The evolving treatment landscape for non-small-cell lung cancer (NSCLC) and complexities of regulations and reimbursement present challenges to community oncologists. Clinical pathways are tools to optimize care, but information on their value in the real world is limited. This retrospective study assessed treatment patterns and clinical outcomes in patients with stage I-III NSCLC pre- and post-pathways implementation at Tennessee Oncology, a large, community-based oncology practice in the USA. Chart data were abstracted for adults diagnosed with stage I-III NSCLC who received systemic treatment. Patients were divided into pre-pathways (treatment initiation 2014-2015) and post-pathways (treatment initiation 2016-2018) cohorts. Patient characteristics, treatment patterns and outcomes were summarized descriptively. Kaplan-Meier curves were used to assess time-dependent outcomes, and log-rank test was used to compare the cohorts. 291 patients were included (stage I-II: 38 pre-pathways, 55 post-pathways; stage III: 105 pre-pathways, 93 post-pathways).

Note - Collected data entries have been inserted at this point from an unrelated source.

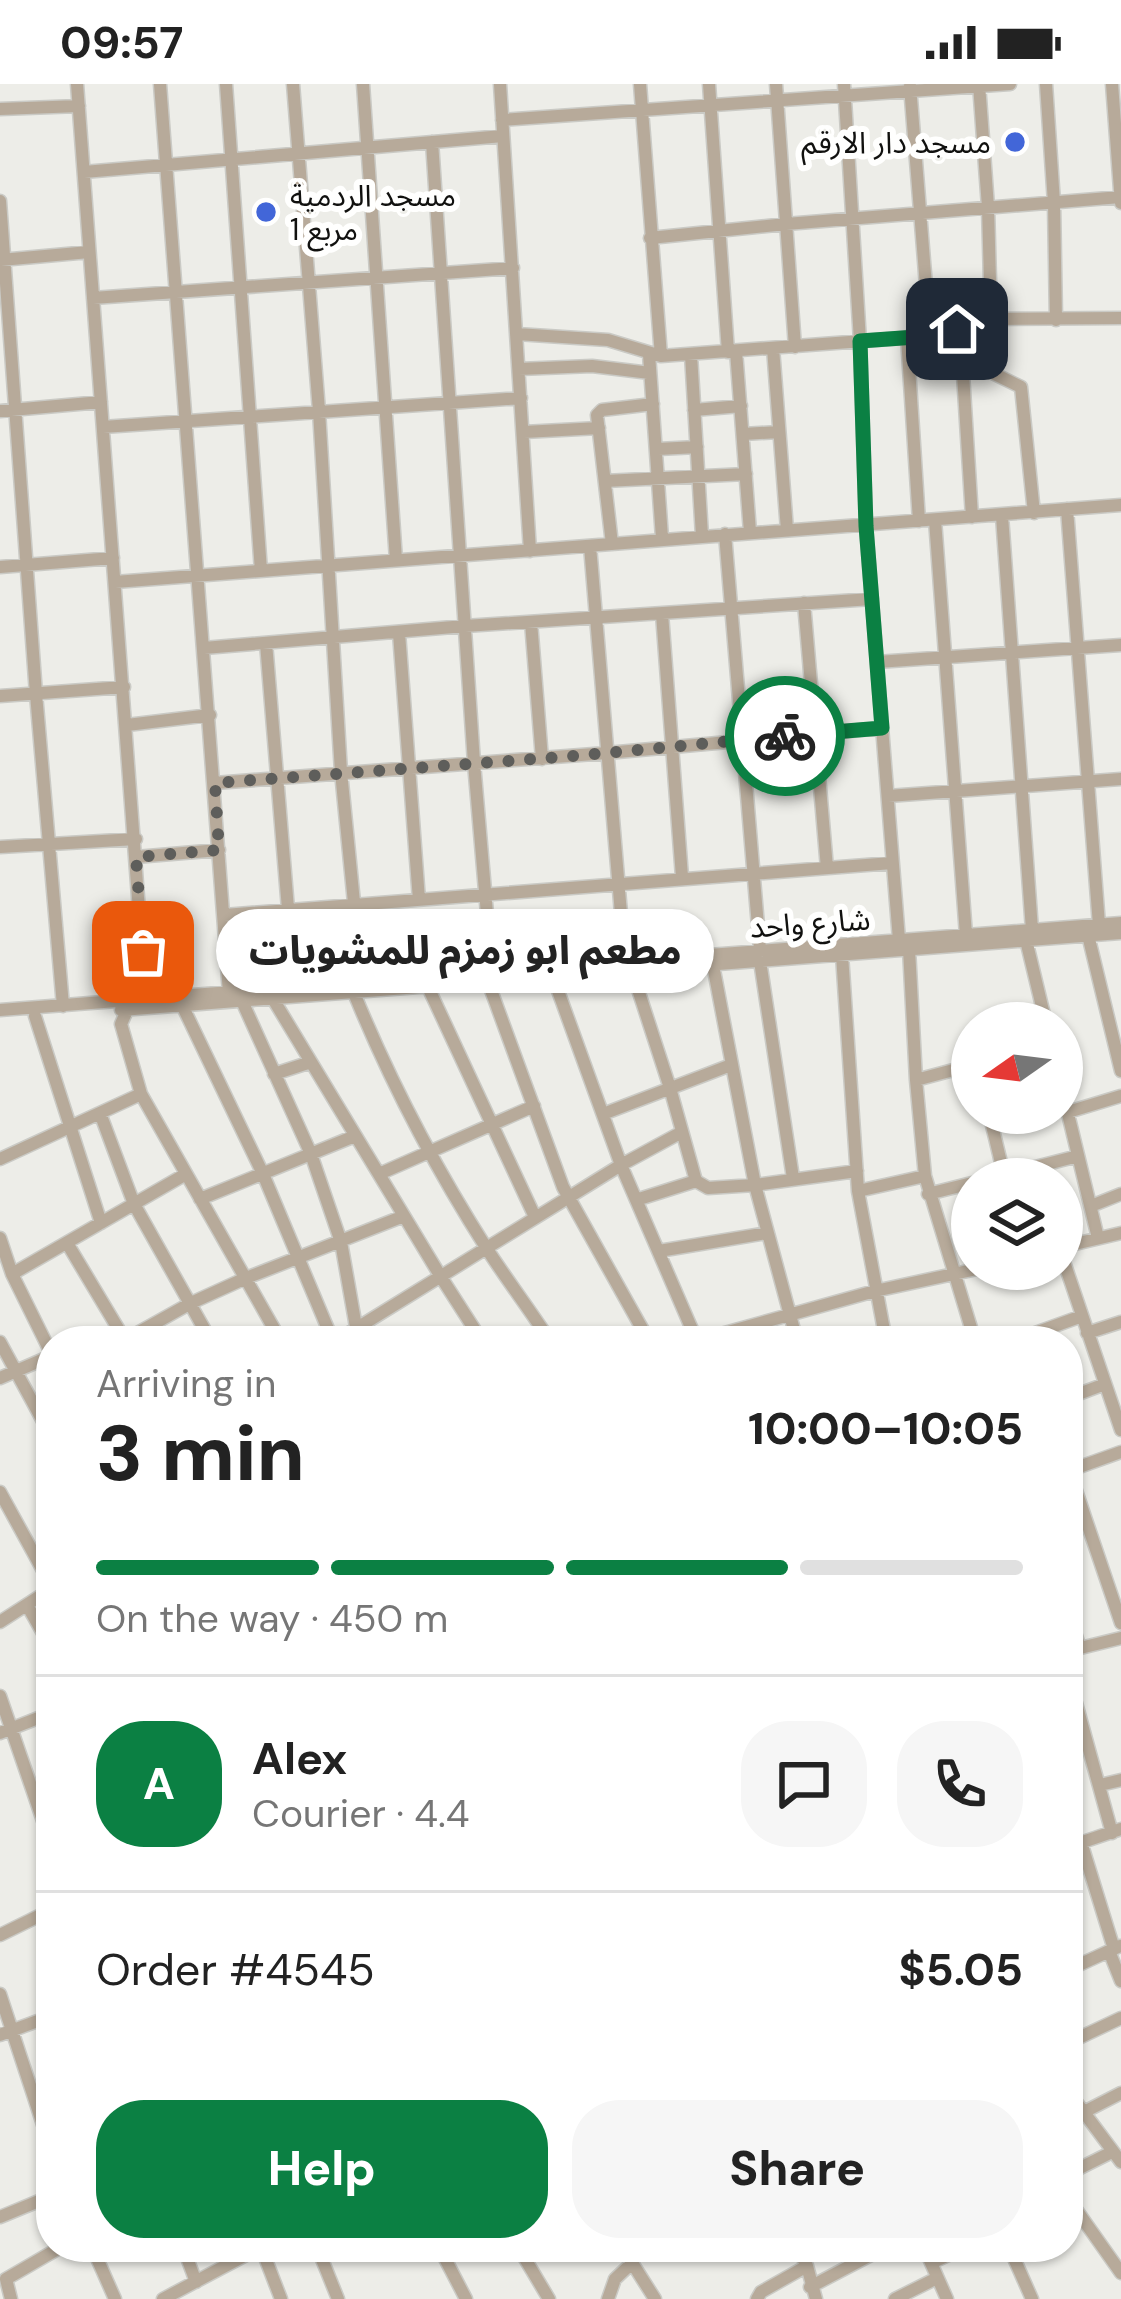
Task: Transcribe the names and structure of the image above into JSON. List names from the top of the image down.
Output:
{
  "streets": {
    "street": ["شارع واحد"]
  },
  "places": ["مسجد دار الارقم", "مسجد الردمية مربع 1", "مطعم ابو زمزم للمشويات"],
  "north": "left",
  "page": {
    "status": "09:57",
    "bubble": "مطعم ابو زمزم للمشويات",
    "heading": ["3 min", "Arriving in", "10:00–10:05"],
    "panel": [
      "Alex",
      "Courier · 4.4",
      "Order #4545",
      "$5.05"
    ],
    "bar": "On the way · 450 m",
    "round": "A",
    "buttons": ["Help", "Share"]
  }
}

Duration on first-line (1L) therapy was similar for stage I-II patients pre- and post-pathways (median 1.9 months vs 2.1 months; p = 0.75), but increased for stage III patients post-pathways (2.1 months vs 1.4 months pre-pathways; p < 0.01). Achievement of a complete or partial response with 1L therapy was similar post-pathways among stage I-stage -IIII patients (60.0% vs 55.2% pre-pathways), but increased for stage III patients (56.0% vs 35.2% pre-pathways). Given that improvements in rates of treatment response post-pathways occurred only for patients diagnosed with stage III NSCLC, among whom immunotherapy uptake increased post-pathways, such improvements may be attributable to evolving practices in cancer care, including advances in treatment and care delivery, rather than clinical pathways implementation. Further research is warranted to assess the impact of clinical pathways in the current treatment era, given that immunotherapy has now become the standard of care in NSCLC.

摘要

非小细胞肺癌 (NSCLC) 的治疗领域不断发展,监管和报销的复杂性给社区肿瘤学家带来了挑战。临床路径是优化治疗的工具,但关于其在现实世界中的价值的信息有限。这项回顾性研究评估了美国田纳西肿瘤学(一家大型社区肿瘤学实践)中接受治疗的 I-III 期 NSCLC 患者在实施临床路径前后的治疗模式和临床结局。 对诊断为 I-III 期 NSCLC 并接受全身治疗的成年人进行了图表数据提取。患者分为临床路径前(治疗开始于 2014-2015 年)和临床路径后(治疗开始于 2016-2018 年)队列。总结了患者特征、治疗模式和结局的描述性数据。使用 Kaplan-Meier 曲线评估时间依赖性结局,并使用对数秩检验比较队列。 共纳入 291 例患者(I-II 期:38 例临床路径前,55 例临床路径后;III 期:105 例临床路径前,93 例临床路径后)。I-II 期患者的一线治疗持续时间在临床路径前后相似(中位数 1.9 个月与 2.1 个月;p = 0.75),但 III 期患者的一线治疗持续时间增加(2.1 个月与 1.4 个月临床路径前;p < 0.01)。临床路径后 I-III 期患者的一线治疗完全或部分缓解率相似(临床路径前 60.0%与 55.2%),但 III 期患者的缓解率增加(临床路径前 56.0%与 35.2%)。 鉴于临床路径后治疗反应率的提高仅发生在诊断为 III 期 NSCLC 的患者中,而这些患者中免疫治疗的采用增加,因此这些改善可能归因于癌症治疗中不断发展的实践,包括治疗和护理提供方面的进步,而不是临床路径的实施。鉴于免疫疗法现在已成为 NSCLC 的标准治疗方法,需要进一步研究来评估临床路径在当前治疗时代的影响。